And similar for ${\to }^{sc}$, just swap $I_{\ast }$ for $I_{\ast s}$.

${\to }^{NF}$: The function taking a causal/surcausal hypothesis $\Theta$ and translating it to a pseudocausal/acausal hypothesis by just intersecting everything with $NF$, ie, clipping away every a-measure with nonzero measure on some Nirvana event.

${\pi }_{\neg h}\bullet {\pi }_{pa}$: The partial policy made by taking ${\pi }_{\neg h}$ which specifies everything except what happens after observation $h$, and going "obey ${\pi }_{pa}$ after observation $h$". Just glue the two partial policies together.

$c$: The bookkeeping function which clips off the $h$ prefix from all the histories in your measure after you update on $h$. Technically, there's an $h$ dependence on this, but we suppress it in the notation.

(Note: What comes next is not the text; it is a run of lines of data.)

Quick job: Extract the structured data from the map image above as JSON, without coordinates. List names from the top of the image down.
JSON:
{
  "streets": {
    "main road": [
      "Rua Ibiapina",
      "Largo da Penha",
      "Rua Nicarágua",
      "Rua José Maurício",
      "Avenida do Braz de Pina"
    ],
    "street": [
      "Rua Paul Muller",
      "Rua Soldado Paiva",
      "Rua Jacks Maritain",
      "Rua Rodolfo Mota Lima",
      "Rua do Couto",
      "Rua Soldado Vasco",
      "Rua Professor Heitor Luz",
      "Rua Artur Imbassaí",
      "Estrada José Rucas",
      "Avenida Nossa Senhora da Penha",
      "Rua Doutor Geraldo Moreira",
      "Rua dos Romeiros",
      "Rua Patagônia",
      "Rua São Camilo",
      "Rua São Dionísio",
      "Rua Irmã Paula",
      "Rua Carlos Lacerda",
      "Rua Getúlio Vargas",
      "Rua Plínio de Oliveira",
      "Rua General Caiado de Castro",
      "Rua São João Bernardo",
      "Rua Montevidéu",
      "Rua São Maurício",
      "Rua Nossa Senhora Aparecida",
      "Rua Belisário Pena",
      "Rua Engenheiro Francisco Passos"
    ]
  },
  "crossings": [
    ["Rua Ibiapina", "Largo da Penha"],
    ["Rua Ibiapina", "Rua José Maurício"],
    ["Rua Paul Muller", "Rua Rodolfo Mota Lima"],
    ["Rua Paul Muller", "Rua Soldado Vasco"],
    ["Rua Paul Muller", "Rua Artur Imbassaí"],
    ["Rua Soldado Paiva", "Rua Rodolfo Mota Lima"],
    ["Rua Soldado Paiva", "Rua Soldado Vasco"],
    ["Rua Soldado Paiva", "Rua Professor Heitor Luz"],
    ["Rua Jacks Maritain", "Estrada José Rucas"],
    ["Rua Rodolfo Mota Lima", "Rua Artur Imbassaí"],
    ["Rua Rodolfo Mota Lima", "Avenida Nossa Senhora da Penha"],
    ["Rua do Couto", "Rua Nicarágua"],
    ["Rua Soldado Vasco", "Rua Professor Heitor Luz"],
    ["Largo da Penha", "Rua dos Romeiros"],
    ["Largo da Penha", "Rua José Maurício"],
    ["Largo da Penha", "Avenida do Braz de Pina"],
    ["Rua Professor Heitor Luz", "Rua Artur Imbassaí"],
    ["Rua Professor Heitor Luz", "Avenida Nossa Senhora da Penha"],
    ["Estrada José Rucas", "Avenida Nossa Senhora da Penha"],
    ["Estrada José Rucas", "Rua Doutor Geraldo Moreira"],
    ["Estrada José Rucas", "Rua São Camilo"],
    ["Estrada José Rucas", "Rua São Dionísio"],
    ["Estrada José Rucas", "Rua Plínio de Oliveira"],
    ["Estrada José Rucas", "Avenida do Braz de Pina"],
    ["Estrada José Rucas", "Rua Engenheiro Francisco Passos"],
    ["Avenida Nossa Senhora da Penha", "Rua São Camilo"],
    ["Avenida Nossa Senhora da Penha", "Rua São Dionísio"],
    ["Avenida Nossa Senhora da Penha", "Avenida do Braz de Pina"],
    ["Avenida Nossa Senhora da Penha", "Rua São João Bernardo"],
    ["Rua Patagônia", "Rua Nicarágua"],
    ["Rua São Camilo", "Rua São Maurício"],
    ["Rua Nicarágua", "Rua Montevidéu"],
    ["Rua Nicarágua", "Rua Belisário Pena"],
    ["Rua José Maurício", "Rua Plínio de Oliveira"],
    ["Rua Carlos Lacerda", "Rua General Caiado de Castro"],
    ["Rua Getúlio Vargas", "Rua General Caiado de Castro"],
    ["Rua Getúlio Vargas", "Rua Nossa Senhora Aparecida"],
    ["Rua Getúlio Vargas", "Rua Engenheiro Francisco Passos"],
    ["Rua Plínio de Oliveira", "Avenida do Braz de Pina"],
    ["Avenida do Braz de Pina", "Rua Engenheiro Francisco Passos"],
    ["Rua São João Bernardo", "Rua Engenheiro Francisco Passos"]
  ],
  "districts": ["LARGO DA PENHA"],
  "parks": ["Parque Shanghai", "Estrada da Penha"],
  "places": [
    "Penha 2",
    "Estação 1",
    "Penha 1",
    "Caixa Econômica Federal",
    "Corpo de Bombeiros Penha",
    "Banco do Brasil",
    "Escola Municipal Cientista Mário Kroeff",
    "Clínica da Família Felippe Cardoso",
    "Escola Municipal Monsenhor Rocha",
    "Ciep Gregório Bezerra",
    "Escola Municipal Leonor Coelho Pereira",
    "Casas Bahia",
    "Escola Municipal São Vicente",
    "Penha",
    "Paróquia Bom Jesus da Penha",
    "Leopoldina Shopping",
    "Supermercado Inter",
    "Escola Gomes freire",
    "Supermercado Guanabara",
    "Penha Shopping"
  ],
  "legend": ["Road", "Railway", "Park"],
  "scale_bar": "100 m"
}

$g^h$: The adjusted function $g$ over histories to compensate for clipping off the $h$ prefix on histories after updating, via $g^h\left(h^{\prime }\right):=g\left(h{h}^{\prime }\right)$.

$R$: When used as a superscript, it means something has been renormalized, when used as normal, it means regret.

$U$: Some utility function. $U^{\gamma }$ denotes a utility function with time discount parameter $\gamma$.

Foundations:

Definition 2: A-history

An a-history is a finite history ending with an action. A history is just a sequence of alternating actions and observations.

Definition 3: O-history

An o-history is a finite history ending with an observation, or an infinite history. The empty history will also count as an o-history.

Definition 4: Partial Policy

A partial policy ${\pi }_{pa}$ is a partial function from finite o-histories that can be continued with an action to actions, s.t. if ${\pi }_{pa}\left(h\right)$ is well-defined, and $h^{\prime }a$ is an a-history that is a prefix of $h$, then ${\pi }_{pa}\left(h^{\prime }\right)=a$. The set of these is denoted ${\Pi }^{+}$.

Note that in order to specify the behavior of a partial policy in a situation, you need to specify its behavior in all prefixes of the situation, which means you act in such a way that it's possible for the situation to come about. Also because you can only specify one action in any given situation, your action can't be specified on any o-history where the past actions don't match up with what your partial policy says you do.

Definition 5: Policy Stub

A policy stub ${\pi }_{st}$ is a partial policy that has a finite $n$ where if $|h|>n$, then ${\pi }_{st}\left(h\right)=\perp$. It is undefined beyond a certain time.

Definition 6: Full Policy

A full policy $\pi$ is a partial policy that cannot have its domain where it is defined enlarged, without ceasing to be a partial policy. The set of these is $\Pi$. This is the same as a policy in the usual sense of the word.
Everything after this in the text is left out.